On icelake, we use module ceuadmin/ensembl-vep/111-icelake
, e.g.,
module load ceuadmin/ensembl-vep/111-icelake
vep --help
to get
#----------------------------------#
# ENSEMBL VARIANT EFFECT PREDICTOR #
#----------------------------------#
Versions:
ensembl : 111.a6cc543
ensembl-funcgen : 111.5327cdd
ensembl-io : 111.dbba8d6
ensembl-variation : 111.d616b1e
ensembl-vep : 111.0
Help: dev@ensembl.org , helpdesk@ensembl.org
Twitter: @ensembl
http://www.ensembl.org/info/docs/tools/vep/script/index.html
Usage:
./vep [--cache|--offline|--database] [arguments]
Basic options
=============
--help Display this message and quit
-i | --input_file Input file
-o | --output_file Output file
--force_overwrite Force overwriting of output file
--species [species] Species to use [default: "human"]

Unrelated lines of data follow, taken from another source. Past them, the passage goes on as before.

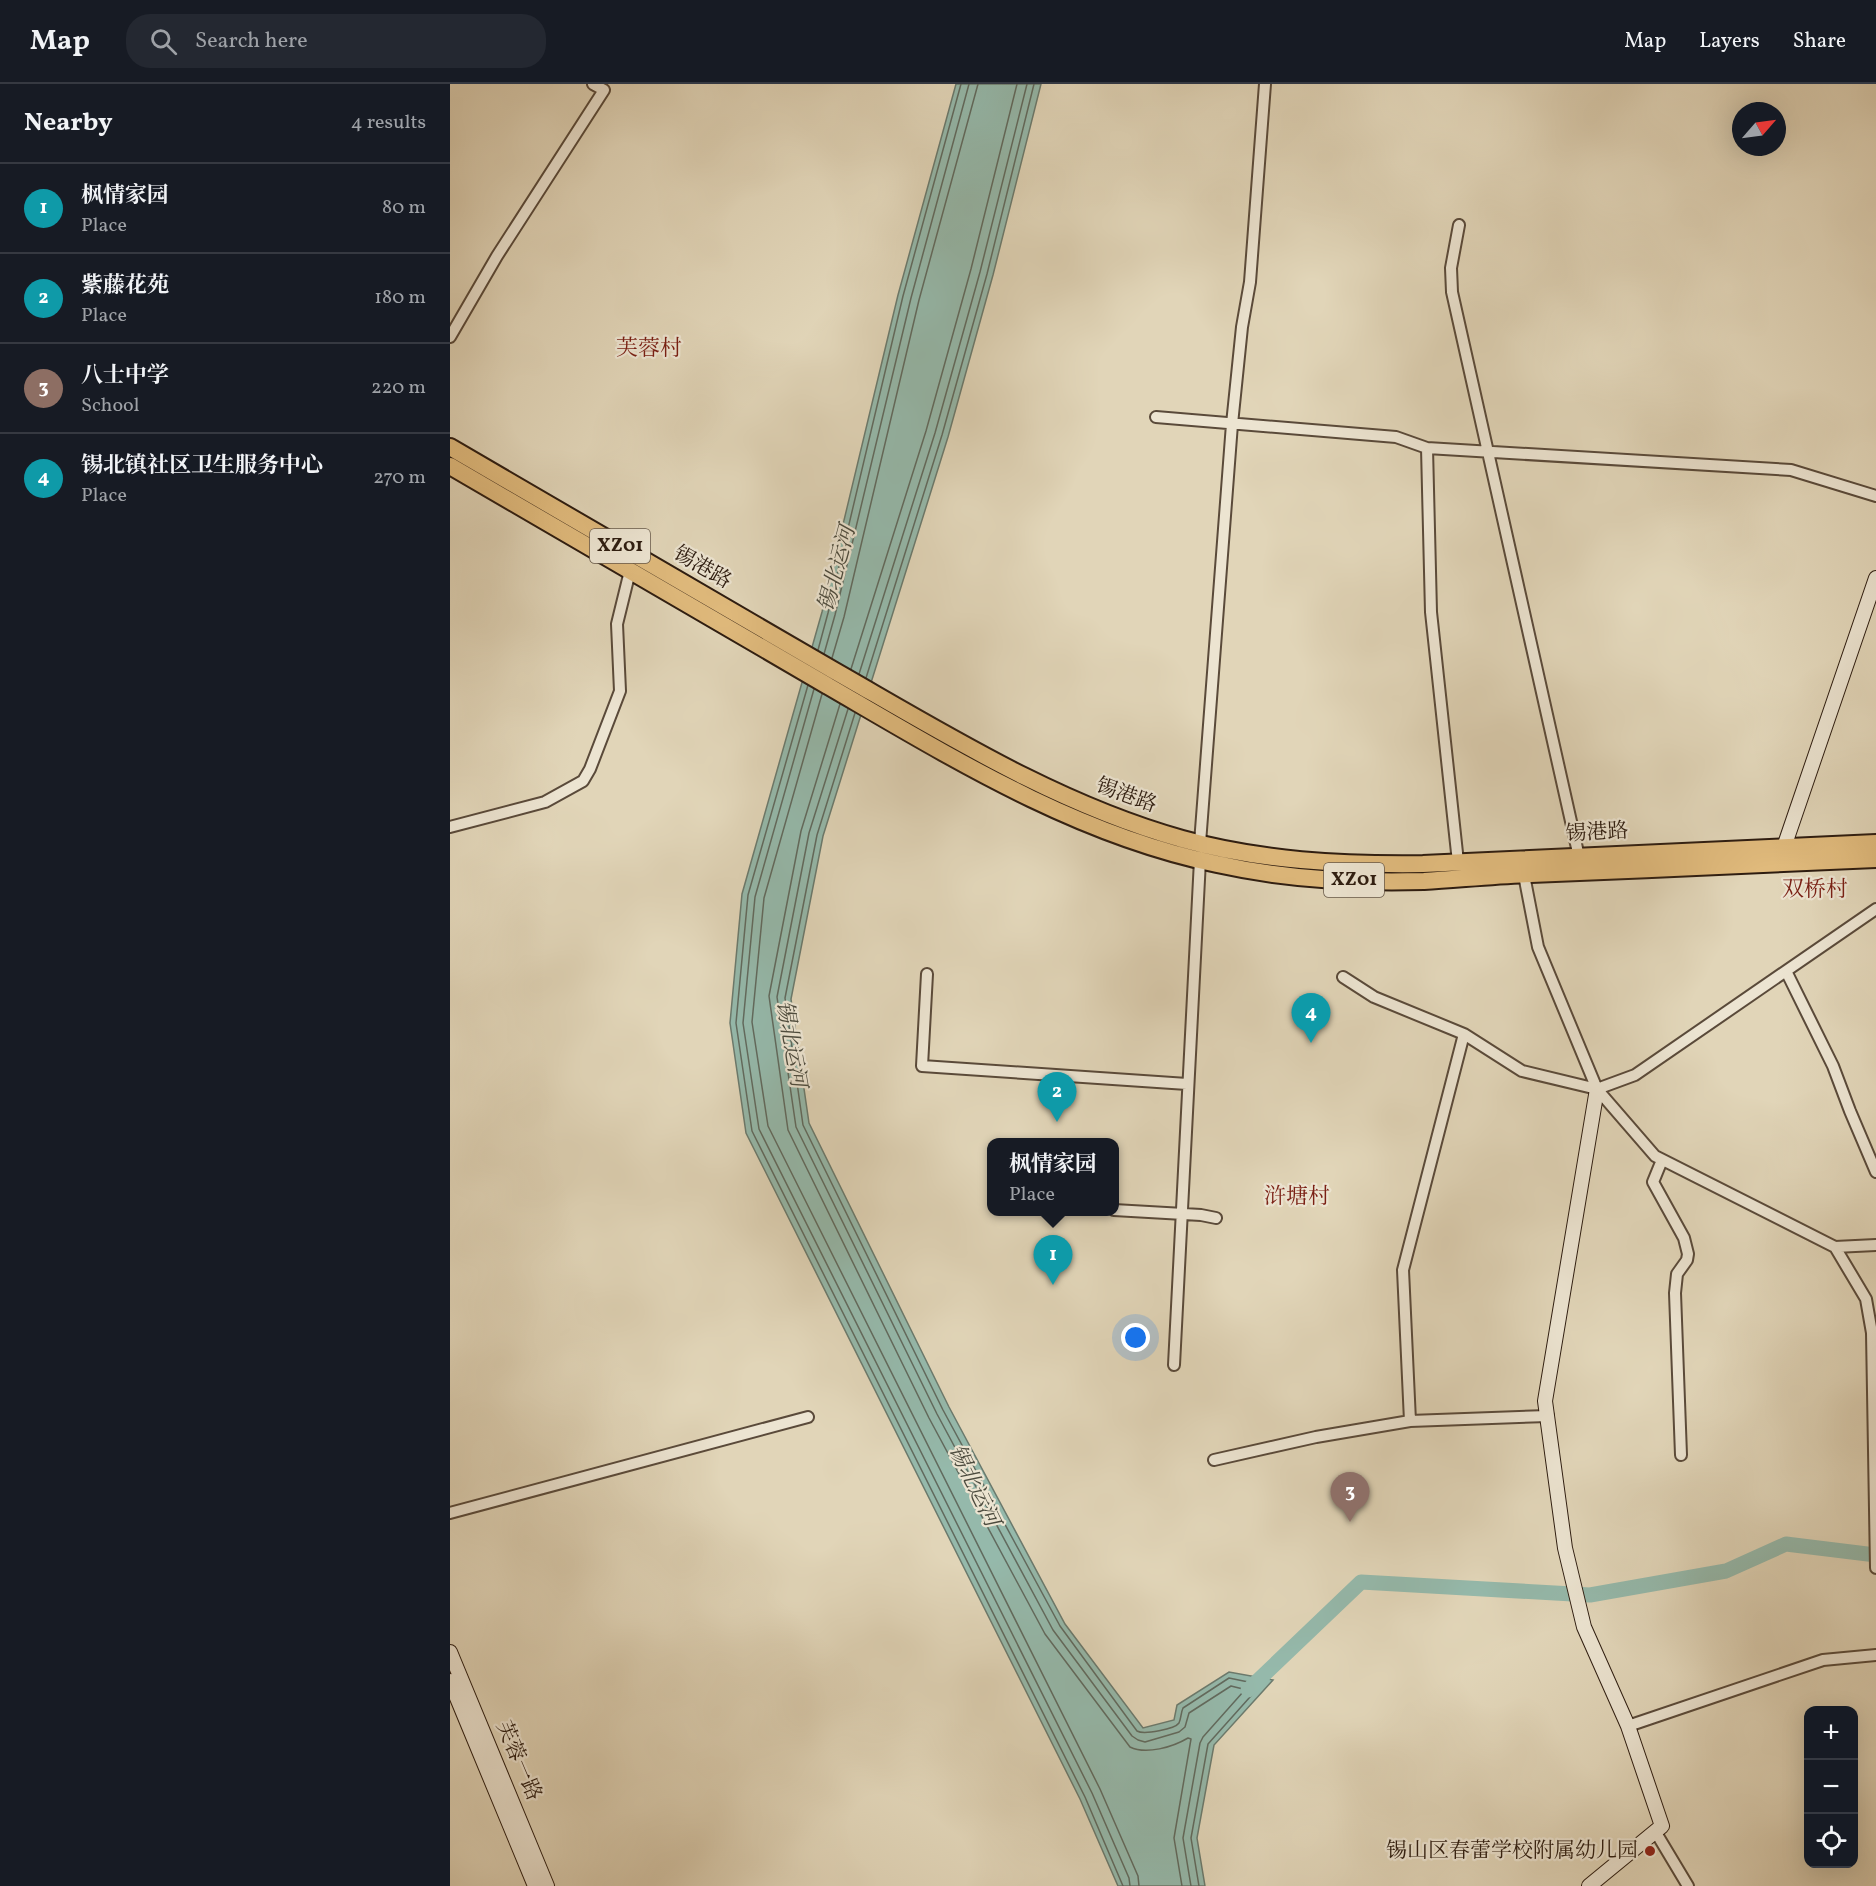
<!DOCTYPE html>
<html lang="en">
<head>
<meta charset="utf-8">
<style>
  :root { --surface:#171b24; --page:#242831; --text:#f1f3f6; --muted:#9ea1a6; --line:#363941; --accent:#7c3aed }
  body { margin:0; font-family:Vollkorn,"Noto Serif SC",serif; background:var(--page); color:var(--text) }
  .controls { position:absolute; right:18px; bottom:18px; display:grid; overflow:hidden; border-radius:12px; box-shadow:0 6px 24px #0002 }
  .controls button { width:54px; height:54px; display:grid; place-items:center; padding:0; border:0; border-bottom:2px solid var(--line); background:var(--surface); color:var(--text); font:30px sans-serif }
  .compass { position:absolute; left:1282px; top:18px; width:54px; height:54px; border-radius:50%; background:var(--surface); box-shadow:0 6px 24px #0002; rotate:62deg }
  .you { position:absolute; left:686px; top:1254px; width:21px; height:21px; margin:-15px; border:4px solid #fff; border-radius:50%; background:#1a73e8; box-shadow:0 0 0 9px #1a73e833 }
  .badge { display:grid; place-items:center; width:39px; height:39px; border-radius:50%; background:var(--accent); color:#fff; font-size:20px; font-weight:700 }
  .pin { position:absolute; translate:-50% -50px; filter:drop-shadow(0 2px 3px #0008) }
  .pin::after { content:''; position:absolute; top:32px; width:21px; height:18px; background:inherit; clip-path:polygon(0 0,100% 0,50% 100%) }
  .popup { position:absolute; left:537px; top:1054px; width:132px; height:78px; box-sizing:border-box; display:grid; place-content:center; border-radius:12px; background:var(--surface); filter:drop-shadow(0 2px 4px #0005); font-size:20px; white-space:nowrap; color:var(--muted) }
  .popup b { font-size:22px; color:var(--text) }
  .popup::after { content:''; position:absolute; left:50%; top:100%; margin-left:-12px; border:12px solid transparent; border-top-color:var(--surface) }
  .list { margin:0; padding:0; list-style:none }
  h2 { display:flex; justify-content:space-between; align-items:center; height:78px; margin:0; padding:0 24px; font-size:26px }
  h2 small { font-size:20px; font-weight:400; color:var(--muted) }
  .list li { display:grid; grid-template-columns:39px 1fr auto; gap:18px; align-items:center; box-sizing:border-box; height:90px; padding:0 24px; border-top:2px solid var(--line) }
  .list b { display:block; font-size:22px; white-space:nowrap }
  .list p { margin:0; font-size:20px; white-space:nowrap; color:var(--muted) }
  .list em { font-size:20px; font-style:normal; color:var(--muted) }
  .icon { flex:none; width:33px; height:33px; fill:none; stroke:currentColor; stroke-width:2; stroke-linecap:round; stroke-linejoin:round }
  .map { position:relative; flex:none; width:1426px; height:1802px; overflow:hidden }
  header { display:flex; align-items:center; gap:36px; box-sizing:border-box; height:84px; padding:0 30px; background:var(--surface); border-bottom:2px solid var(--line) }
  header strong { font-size:28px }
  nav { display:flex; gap:33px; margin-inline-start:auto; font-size:21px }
  .search { width:420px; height:54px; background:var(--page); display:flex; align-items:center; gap:15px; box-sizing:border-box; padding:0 21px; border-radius:24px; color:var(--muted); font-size:22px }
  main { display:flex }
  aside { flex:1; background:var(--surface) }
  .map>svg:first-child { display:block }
  .water { fill:#95b9ab; stroke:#6b7a6d; stroke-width:1.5 }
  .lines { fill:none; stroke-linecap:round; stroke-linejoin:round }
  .shore { stroke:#616a5e; stroke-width:1.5 }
  .river { stroke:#95b9ab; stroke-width:15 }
  .street-casing { stroke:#5a4a3a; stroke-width:14 }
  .secondary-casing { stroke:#2d1c10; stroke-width:16 }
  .primary-casing { stroke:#2d1c10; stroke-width:20 }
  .street { stroke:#ece4d1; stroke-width:10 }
  .secondary { stroke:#ece4d1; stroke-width:14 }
  .primary { stroke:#e0ba7c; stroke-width:16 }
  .poi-dot { fill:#8f2418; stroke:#ece4d1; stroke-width:2 }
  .labels { text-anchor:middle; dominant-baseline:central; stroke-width:4.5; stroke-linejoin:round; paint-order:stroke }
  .shield { fill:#ece4d1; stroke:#66584a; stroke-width:1.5 }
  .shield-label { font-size:20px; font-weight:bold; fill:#2d1c10 }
  .street-label { font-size:21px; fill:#2d1c10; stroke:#ece4d1 }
  .poi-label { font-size:21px; fill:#2d1c10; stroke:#ece4d1; text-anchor:end }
  .neighbourhood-label { font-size:22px; fill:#7a1f14; stroke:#ece4d1 }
  .water-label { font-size:22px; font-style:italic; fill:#4c4b3e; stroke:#ece4d1 }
</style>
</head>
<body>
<header>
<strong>Map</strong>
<div class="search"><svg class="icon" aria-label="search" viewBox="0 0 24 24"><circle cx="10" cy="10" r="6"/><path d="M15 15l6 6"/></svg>Search here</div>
<nav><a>Map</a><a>Layers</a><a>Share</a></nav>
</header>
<main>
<aside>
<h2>Nearby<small>4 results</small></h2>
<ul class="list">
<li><span class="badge" style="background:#0f9aa8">1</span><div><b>枫情家园</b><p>Place</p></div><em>80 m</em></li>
<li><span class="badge" style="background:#0f9aa8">2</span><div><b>紫藤花苑</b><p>Place</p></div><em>180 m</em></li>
<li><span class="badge" style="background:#8d6e63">3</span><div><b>八士中学</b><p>School</p></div><em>220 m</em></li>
<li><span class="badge" style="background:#0f9aa8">4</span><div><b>锡北镇社区卫生服务中心</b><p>Place</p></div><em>270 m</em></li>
</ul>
</aside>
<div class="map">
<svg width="1426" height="1802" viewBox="0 0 1426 1802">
  <rect width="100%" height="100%" fill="#e1d5b8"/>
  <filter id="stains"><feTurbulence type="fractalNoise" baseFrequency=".00333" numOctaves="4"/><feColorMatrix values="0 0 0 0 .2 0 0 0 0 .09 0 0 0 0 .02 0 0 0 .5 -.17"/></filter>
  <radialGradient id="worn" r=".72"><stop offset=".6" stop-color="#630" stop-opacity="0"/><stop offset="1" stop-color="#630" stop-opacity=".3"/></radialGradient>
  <!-- water -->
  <path class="water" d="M506,0H591L543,191L498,353L373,752L341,915L359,1039L499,1323L615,1540L693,1644L724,1636L727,1621L779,1588L823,1596L764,1661L747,1754L755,1802H668L630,1715L296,1049L280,939L292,810L372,528L448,211Z"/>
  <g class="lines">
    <!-- shore -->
    <path class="shore" d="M368,566L378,529L453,212L511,0
      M374,570L385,531L461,214L519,0
      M382,574L394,533L469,216L528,0
      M401,585L476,347L521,185L567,0
      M409,590L485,349L530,188L577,0
      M416,594L492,351L537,190L584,0
      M358,601L298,811L286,939L302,1047L635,1713L673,1802
      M364,605L305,813L293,939L309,1045L642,1709L679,1794L680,1802
      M372,610L314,814L302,938L318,1042L650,1705L688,1792L689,1802
      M390,620L351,747L319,912L338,1046L479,1334L595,1550L680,1663C696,1671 723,1663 738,1654L741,1655L724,1754L732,1802
      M398,625L359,749L327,913L346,1043L487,1330L603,1546L682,1652L688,1656L695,1658L729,1648L735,1643L739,1629L781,1602L793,1605V1608L753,1653L750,1659L733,1754L741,1802
      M405,629L367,751L335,914L353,1041L493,1326L610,1542L687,1647C694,1651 725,1645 729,1639C731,1635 731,1628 733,1624L779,1594L808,1600V1604L758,1660L741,1754L749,1802"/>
    <!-- river -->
    <path class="river" d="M798,1606L911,1498L1140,1511L1276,1487L1336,1460L1426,1471"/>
    <!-- street casing -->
    <g class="street-casing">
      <path id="street" d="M1009,141L1001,184L1002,208L1129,773
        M0,253L47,172L154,6L143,0
        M706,333L946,353L977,364L1341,386L1426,412
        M977,364L981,528L1008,778
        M0,743L95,718L133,697L140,685L170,607L167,540L180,487
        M750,759L782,340L792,243L800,198L815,0
        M1073,786L1088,863L1147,1005L1205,1072L1385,1163L1426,1161
        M1336,887L1383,982L1400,1027L1426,1088
        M477,890L472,982L737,1000
        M893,893L924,913L1014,950L1072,987L1147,1005L1185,991L1426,825
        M1212,1076L1203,1098L1234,1154L1238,1170L1237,1176L1227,1190L1225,1209L1231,1371
        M664,1126L751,1131L766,1134
        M1385,1163L1416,1215L1422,1249L1426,1484
        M724,1281L750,776
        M960,1337L953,1186L1014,950
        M764,1376L866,1353L960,1337L1098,1332
        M0,1429L358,1333
        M1178,1642L1373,1576L1426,1571
        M1205,1747L1238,1802"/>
    </g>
    <!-- secondary casing -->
    <g class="secondary-casing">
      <path id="secondary" d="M1334,763L1426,494
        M0,1568L97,1802
        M0,1597L85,1802
        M1139,1802L1212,1742L1178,1642L1134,1543L1115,1464L1095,1317L1147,1005"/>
    </g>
    <!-- primary casing -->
    <g class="primary-casing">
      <path id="primary" d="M0,363C128,437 255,512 383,586C495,650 607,720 732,755C810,777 892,781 973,780L1426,759
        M0,382C126,456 252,529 378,602C502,674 626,751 767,780C834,795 905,799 974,797C1009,795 1045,791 1081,790C1196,785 1311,781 1426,775"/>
    </g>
    <!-- street -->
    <use href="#street" class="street"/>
    <!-- secondary -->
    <use href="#secondary" class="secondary"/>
    <!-- primary -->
    <use href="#primary" class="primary"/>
  </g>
  <!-- markers -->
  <circle class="poi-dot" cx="1200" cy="1767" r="6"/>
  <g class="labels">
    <!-- shield labels -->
    <g class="shield">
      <rect x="140" y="445" width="60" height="34" rx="4.5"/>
      <rect x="874" y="779" width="60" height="34" rx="4.5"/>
    </g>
    <g class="shield-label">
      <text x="170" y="462">XZ01</text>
      <text x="904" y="796">XZ01</text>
    </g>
    <!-- street labels -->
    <g class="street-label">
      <text transform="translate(252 484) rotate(30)">锡港路</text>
      <text transform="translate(676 712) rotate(20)">锡港路</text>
      <text transform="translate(1147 749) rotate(-3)">锡港路</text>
      <text transform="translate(68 1677) rotate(67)">芙蓉一路</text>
    </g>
    <!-- poi labels -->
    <g class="poi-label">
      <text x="1188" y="1767">锡山区春蕾学校附属幼儿园</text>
    </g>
    <!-- neighbourhood labels -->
    <g class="neighbourhood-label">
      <text x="199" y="265">芙蓉村</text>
      <text x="1365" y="806">双桥村</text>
      <text x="847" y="1113">浒塘村</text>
    </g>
    <!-- water labels -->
    <g class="water-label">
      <text transform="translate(388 485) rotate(-75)">锡北运河</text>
      <text transform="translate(340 960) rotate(80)">锡北运河</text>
      <text transform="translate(523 1402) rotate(64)">锡北运河</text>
    </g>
  </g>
  <rect width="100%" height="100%" filter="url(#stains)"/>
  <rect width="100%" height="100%" fill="url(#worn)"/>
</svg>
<div class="controls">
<button>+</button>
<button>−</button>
<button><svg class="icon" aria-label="locate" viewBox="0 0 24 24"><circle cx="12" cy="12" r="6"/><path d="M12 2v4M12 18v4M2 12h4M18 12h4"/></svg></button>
</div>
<svg class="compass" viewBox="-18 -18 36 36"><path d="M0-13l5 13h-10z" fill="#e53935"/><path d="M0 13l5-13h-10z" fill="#9ea1a6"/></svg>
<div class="you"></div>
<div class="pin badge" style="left:603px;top:1201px;background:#0f9aa8">1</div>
<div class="popup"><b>枫情家园</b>Place</div>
<div class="pin badge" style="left:607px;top:1038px;background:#0f9aa8">2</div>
<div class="pin badge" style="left:900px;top:1438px;background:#8d6e63">3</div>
<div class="pin badge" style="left:861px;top:959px;background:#0f9aa8">4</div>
</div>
</main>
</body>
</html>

--everything Shortcut switch to turn on commonly used options. See web
documentation for details [default: off]
--fork [num_forks] Use forking to improve script runtime
For full option documentation see:
http://www.ensembl.org/info/docs/tools/vep/script/vep_options.html
Features
- VEP version 104
- GRCh38 assembly
- homo_sapiends/homo_sapiends_merged species
- kent-335_base/ as required by setup for perl5/ Bio::DB::BigFile below
- Perl modules as in perl5/
- Plugins
Plugins
The version check under icelake
is furnised with
perl/5.26.3_system/gcc-8.4.1-4cl2czq
perl INSTALL.pl -a p -g list
— clinvar —
The compressed VCF and index files for GRCh38 are clinvar.vcf.gz
and clinvar.vcf.gz.tbi
, with counterparts for GRCh37 are clinvar_GRCh37.vcf.gz
and clinvar_GRCh37.vcf.gz.tbi
, respectively.
— loftee —
This is in line with the VEP installation which only includes GRCh38 reference files.
GRCh38
#!/usr/bin/bash
export ENSEMBL=~/rds/rds-jmmh2-public_databases/ensembl-vep
export PERL5LIB=${ENSEMBL}/Bio:${ENSEMBL}/perl5/lib/perl5:${ENSEMBL}/loftee:$HPC_WORK/bin
export rds=.. # ~/rds/rds-jmmh2-public_databases/ensembl-vep will be user-specific
export outdir=..
export LOFTEE38=${ENSEMBL}/loftee/loftee_data/GRCh38
export LOFTEE38GERP=${LOFTEE38}/gerp_conservation_scores.homo_sapiens.GRCh38.bw
export LOFTEE38HA=${LOFTEE38}/human_ancestor.fa.gz
export LOFTEE38SQL=${LOFTEE38}/loftee.sql
if [ ! -f Homo_sapiens.GRCh38.dna.toplevel.fa ]; then
ln -sf ${rds}/.vep/homo_sapiens_merged/104_GRCh38/Homo_sapiens.GRCh38.dna.toplevel.fa
fi
${rds}/vep --input_file VEP_input.txt \
--format ensembl \
--output_file ${outdir}/VEP_output.txt \
--force_overwrite \
--offline \
--symbol \
--merged \
--fasta Homo_sapiens.GRCh38.dna.toplevel.fa \
--dir_cache ${rds}/.vep \
--dir_plugins . \
--protein \
--symbol \
--tsl \
--canonical \
--mane_select \
--biotype \
--check_existing \
--sift b \
--polyphen b \
--plugin LoF,loftee_path:.,gerp_bigwig:${LOFTEE38GERP},human_ancestor_fa:${LOFTEE38HA},conservation_file:${LOFTEE38SQL}
GRCh37
This mirrors GRCh37 based on 98.3 from /rds/rds-jmmh2-public_databases/software/ensembl-vep; see also loftee-grch37/test.sh.
#!/usr/bin/bash
export ENSEMBL=~/rds/rds-jmmh2-public_databases/ensembl-vep
export PERL5LIB=${ENSEMBL}/Bio:${ENSEMBL}/perl5/lib/perl5:${ENSEMBL}/loftee-grch37:$HPC_WORK/bin
export rds=.. # ~/rds/rds-jmmh2-public_databases/ensembl-vep will be user-specific
export LOFTEE37=${ENSEMBL}/loftee-grch37
export LOFTEE37GERP=${LOFTEE37}/GERP_scores.final.sorted.txt.gz
export LOFTEE37HA=${LOFTEE37}/human_ancestor.fa.rz
export LOFTEE37SQL=${LOFTEE37}/phylocsf_gerp.sql
${rds}/vep --input_file VEP_input.txt \
--format ensembl \
--output_file VEP_output_GRCh37.txt \
--force_overwrite \
--offline \
--symbol \
--dir_cache ${rds}/.vep \
--dir_plugins . \
--use_given_ref \
--check_existing \
--protein \
--symbol \
--tsl \
--canonical \
--mane_select \
--biotype \
--sift b \
--polyphen b \
--plugin LoF,loftee_path:.,human_ancestor_fa:${LOFTEE37HA},conservation_file:${LOFTEE37SQL}
— GeneSplicer —
This is a self-contained plugin.
— REVEL —
The REVEL/ directory contains reference files for REVEL score.